- _Stored data_:
'''
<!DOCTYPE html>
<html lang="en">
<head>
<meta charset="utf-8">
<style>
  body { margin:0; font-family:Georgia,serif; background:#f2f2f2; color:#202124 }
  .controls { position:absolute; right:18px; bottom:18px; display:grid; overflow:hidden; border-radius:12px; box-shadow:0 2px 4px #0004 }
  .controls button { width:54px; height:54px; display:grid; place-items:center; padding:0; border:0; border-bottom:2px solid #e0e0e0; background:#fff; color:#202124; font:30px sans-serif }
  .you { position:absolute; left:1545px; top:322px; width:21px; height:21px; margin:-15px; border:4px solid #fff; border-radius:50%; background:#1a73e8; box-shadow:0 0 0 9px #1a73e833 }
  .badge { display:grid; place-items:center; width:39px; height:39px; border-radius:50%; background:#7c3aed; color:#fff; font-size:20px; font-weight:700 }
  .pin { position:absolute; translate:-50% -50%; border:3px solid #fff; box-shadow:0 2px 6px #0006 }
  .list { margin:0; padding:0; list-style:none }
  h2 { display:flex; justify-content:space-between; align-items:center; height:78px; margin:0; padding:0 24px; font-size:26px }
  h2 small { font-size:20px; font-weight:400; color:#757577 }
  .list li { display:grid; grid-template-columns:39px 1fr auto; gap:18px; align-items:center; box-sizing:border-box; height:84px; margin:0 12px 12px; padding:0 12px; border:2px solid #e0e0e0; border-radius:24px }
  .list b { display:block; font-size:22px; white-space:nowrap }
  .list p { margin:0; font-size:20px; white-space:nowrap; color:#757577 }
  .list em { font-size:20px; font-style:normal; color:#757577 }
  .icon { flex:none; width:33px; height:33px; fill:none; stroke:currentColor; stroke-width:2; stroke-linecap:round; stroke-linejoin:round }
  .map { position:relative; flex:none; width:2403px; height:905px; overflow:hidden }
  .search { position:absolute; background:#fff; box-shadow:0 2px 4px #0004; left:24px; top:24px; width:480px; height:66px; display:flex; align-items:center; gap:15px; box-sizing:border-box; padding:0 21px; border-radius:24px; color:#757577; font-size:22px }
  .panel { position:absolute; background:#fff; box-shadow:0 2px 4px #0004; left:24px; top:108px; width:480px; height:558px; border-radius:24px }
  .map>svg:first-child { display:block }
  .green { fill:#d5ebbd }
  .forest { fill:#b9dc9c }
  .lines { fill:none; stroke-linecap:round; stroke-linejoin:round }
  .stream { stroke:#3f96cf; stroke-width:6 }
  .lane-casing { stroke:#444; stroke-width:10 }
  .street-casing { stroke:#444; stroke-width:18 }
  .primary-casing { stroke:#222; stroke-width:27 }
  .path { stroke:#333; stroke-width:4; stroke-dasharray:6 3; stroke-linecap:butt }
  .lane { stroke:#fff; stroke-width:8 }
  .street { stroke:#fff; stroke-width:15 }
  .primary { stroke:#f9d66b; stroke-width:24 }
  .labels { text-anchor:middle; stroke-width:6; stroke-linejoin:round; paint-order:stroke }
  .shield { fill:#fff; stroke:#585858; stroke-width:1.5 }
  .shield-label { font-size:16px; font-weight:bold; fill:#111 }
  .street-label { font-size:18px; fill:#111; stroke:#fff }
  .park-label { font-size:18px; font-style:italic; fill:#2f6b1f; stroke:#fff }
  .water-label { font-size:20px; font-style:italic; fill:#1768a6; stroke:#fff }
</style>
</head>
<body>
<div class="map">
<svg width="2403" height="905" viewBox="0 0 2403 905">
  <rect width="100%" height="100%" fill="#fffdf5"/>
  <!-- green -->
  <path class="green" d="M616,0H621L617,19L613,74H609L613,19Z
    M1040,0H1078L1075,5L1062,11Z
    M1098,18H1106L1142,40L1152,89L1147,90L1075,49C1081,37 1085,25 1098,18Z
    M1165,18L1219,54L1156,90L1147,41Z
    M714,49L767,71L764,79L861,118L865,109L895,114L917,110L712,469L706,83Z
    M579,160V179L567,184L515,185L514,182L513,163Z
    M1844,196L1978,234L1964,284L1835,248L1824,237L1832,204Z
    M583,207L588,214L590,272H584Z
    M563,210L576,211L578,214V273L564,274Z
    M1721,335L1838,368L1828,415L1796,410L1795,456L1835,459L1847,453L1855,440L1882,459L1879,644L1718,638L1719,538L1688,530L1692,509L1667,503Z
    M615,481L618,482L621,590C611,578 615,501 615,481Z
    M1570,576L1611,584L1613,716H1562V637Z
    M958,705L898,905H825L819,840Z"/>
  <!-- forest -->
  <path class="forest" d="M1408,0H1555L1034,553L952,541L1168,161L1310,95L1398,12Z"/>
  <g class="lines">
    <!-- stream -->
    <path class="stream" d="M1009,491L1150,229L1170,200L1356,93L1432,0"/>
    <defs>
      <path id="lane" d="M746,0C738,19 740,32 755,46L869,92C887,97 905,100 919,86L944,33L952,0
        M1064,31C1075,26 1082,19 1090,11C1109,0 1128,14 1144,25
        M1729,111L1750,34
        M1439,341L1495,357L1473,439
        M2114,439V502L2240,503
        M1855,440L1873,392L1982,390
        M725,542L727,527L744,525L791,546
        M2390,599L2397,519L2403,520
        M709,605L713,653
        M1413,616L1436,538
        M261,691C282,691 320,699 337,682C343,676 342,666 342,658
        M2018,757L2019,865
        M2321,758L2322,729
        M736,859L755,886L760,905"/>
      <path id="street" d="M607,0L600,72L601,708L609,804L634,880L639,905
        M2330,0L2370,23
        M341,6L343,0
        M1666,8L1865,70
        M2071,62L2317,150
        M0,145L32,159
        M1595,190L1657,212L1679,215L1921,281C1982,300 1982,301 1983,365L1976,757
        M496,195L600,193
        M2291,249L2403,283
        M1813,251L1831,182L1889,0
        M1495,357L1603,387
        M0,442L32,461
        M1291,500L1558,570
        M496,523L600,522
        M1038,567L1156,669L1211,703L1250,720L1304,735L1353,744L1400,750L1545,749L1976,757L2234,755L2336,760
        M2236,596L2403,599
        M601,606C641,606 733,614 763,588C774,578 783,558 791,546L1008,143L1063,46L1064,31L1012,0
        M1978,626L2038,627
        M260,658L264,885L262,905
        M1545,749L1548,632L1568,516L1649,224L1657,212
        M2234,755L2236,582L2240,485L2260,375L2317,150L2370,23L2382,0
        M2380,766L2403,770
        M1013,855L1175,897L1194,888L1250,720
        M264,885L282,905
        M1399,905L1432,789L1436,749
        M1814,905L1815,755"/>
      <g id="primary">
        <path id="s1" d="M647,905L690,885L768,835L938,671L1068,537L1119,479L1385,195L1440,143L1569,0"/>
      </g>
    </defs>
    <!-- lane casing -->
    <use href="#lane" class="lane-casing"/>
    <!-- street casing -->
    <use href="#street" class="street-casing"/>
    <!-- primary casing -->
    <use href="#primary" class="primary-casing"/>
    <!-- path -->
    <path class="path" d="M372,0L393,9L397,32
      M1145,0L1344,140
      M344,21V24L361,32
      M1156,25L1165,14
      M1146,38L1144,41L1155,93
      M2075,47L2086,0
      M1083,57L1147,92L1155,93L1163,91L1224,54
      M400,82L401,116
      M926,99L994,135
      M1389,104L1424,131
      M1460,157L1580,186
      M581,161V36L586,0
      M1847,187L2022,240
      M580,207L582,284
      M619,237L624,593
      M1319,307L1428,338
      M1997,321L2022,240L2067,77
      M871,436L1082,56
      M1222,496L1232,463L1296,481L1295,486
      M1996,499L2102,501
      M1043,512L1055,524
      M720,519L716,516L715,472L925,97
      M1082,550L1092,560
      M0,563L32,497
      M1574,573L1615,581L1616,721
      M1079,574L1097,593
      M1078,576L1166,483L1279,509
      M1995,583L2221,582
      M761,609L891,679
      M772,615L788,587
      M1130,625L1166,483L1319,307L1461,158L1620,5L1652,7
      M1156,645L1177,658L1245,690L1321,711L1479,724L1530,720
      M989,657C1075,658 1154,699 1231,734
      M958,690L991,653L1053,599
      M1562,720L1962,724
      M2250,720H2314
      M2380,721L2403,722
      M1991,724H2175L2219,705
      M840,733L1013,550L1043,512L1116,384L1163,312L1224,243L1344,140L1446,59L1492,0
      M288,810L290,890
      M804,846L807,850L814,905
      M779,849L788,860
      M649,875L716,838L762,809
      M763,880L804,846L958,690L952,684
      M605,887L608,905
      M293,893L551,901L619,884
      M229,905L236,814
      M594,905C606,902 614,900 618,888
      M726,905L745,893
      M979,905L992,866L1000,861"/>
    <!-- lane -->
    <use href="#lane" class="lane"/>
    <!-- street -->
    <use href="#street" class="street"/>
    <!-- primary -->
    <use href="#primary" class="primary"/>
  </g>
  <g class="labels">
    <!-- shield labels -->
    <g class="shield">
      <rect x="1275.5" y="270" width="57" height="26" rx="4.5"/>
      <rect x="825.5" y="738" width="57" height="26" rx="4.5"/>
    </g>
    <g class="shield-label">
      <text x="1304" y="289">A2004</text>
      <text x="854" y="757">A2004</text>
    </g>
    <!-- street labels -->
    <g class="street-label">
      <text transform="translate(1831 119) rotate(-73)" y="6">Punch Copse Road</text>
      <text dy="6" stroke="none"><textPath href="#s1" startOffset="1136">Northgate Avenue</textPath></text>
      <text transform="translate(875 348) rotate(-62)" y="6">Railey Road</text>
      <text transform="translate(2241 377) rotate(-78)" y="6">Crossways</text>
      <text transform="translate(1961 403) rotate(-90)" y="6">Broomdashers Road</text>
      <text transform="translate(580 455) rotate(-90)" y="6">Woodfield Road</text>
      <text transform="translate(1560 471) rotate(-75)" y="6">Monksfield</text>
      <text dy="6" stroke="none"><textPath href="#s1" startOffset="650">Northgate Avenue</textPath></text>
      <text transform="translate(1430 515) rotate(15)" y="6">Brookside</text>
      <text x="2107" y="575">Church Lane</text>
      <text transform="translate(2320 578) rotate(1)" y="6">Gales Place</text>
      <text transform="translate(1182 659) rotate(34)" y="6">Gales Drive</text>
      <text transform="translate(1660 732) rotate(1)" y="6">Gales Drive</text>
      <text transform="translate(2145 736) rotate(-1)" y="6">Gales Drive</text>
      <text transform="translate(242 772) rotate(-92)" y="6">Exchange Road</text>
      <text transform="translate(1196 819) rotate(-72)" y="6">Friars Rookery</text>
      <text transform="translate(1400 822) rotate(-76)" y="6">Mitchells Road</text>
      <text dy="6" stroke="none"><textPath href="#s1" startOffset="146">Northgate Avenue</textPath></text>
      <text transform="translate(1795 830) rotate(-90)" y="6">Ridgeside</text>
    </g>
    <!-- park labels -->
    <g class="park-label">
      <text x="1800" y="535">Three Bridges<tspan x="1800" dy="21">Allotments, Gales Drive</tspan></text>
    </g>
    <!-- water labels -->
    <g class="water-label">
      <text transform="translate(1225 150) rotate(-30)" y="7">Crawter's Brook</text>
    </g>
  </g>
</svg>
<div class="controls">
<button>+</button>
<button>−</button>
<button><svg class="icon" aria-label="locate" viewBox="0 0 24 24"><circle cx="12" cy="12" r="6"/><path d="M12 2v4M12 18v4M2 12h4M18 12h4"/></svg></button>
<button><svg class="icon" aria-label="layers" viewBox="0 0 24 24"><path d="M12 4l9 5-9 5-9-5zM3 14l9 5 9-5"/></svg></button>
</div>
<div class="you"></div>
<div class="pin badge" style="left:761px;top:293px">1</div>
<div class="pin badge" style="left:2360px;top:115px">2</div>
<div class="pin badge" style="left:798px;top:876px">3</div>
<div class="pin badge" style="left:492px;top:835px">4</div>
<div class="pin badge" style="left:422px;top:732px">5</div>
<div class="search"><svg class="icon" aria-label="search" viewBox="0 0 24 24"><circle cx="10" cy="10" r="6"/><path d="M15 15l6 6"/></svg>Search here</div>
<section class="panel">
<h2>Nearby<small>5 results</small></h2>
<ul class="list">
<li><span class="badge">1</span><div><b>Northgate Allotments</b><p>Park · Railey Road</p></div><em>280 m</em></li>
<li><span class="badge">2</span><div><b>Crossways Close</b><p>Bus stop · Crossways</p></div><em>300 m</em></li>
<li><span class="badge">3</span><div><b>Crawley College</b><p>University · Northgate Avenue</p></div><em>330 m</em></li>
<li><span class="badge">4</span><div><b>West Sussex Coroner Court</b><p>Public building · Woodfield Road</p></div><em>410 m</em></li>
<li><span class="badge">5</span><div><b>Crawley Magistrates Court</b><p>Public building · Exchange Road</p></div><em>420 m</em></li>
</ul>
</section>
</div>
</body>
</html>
'''
- _Action item_:
From the records above, return each line that has the string "solid".

- _Result for this task_:
  .controls button { width:54px; height:54px; display:grid; place-items:center; padding:0; border:0; border-bottom:2px solid #e0e0e0; background:#fff; color:#202124; font:30px sans-serif }
  .you { position:absolute; left:1545px; top:322px; width:21px; height:21px; margin:-15px; border:4px solid #fff; border-radius:50%; background:#1a73e8; box-shadow:0 0 0 9px #1a73e833 }
  .pin { position:absolute; translate:-50% -50%; border:3px solid #fff; box-shadow:0 2px 6px #0006 }
  .list li { display:grid; grid-template-columns:39px 1fr auto; gap:18px; align-items:center; box-sizing:border-box; height:84px; margin:0 12px 12px; padding:0 12px; border:2px solid #e0e0e0; border-radius:24px }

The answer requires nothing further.